Before you complain that it's a month later, grasp that the next album I'm going to note came out in 2016. In fairness to me and my lazy ass, on this one, I just heard it this weekend.
And it also makes me think of SMILE. Ronnie Spector's ENGLISH HEART is a great album by one of rock's pioneers. Ronnie was the lead singer of The Ronettes. The group had multiple hits including "Be My Baby," "Walking In The Rain," "The Best Part Of Breaking Up," "Do I Love You" and "Baby, I Love You." They sang back up for Jimi Hendrix ("Earth Blues"). They partied with the Beatles. George Harrison wrote songs for her. The Rolling Stones' Keith Richards gave the speech at The Rock And Roll Hall Of Fame when the Ronettes were finally inducted into the Hall. Ronnie's influenced Billy Joel, Amy Winehouse, John Lennon, Joey Ramone, Bruce Springsteen, Southside Johnny, Susanna Hoffs and, yes, Brian Wilson.
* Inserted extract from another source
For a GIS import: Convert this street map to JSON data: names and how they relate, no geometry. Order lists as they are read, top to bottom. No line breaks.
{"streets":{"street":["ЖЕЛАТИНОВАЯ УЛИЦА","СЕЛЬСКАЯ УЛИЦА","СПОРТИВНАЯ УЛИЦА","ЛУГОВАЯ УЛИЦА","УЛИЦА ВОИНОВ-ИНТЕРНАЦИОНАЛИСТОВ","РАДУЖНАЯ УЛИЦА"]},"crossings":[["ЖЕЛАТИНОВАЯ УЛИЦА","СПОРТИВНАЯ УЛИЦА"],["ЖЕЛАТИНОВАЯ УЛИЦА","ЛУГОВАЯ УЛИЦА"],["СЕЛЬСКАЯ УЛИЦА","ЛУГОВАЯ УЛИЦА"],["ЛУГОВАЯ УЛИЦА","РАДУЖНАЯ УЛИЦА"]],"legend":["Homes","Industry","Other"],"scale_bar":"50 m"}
Ronnie didn't have a music press cult around her. Tom Wolfe wrote no paean to her. Noting her success, Ronnie wrote (in her autobiography BE MY BABY) about ''street kids" relating to her. That's what she had, the people, not the intelligentsia.
And the people are who's kept Ronnie's career alive. We love that one of a kind voice. She pioneered rock singing as she climbed the Wall of Sound. Cher, who sang back up on every one of the Ronettes' singles, is the only other artist who can make that claim.
With 2016's ENGLISH HEART, Ronnie explored the sixties with eleven strong tracks -- including "Don't Let The Sun Catch You Crying."
All eleven tracks are covers, classic songs from the sixties. The Fortune's "You've Got Your Troubles, I've Got Mine" shows up. It's a solid song but would have been nice to have heard it paired as a medley with "But You're Mine." Should have been paired with Sonny and Cher's "But Your Mine." As Charlie Greene told ROLLING STONE years ago:
I'm not a musicologist. I can only tell you about coming back from London on the plane and Cher's singing, "You Got Your Troubles, I Got Mine." You know, that Fortunes' song? And an hour later in New York, Sonny writes "But You're Mine." Hah, he phones up Jerry Wexler, you know, and he says, "I got a hit! I got a hit!" And Jerry says, let's hear it man. So he plays it, and Jerry says, ‘OK, what's the joke? Lemme hear the hit'."
Other than that? Ronnie adds some nice drama and tension to the opening of the Bee Gees' "How Can You Mend A Broken Heart." She does a strong cover of Sandie Shaw's sixties hit "Girl Don't Come." She finds a way into "Oh Me Oh My (I'm A Fool For You Baby)" that doesn't rely on aping Aretha's version. Here she is covering Andrew Loog Oldham and Keith Richards' "I'd Much Rather Be With The Girls."
Song after song, Ronnie makes each track her own and delivers solid rock and roll.
If it weren't for the album that never was (SMILE), that's all we'd expect from Brian Wilson and maybe he'd be more comfortable in the studio as a result? He could shoot for something smooth like "Kokomo" and not try to top "I Get Around."
SMILE, the talk of it, elevated Brian. It also imprisoned him.
All these years later, Ronnie's still rocking and doing a solid job of it. Hamilton's turning out his own version of SMILE and, honestly, it seems more like something Jay Phillips would deliver -- the character based on Brian that Matt Dillon plays in Allison Anders' musical classic GRACE OF MY HEART. The album listeners never got to hear continues to impact how we judge music.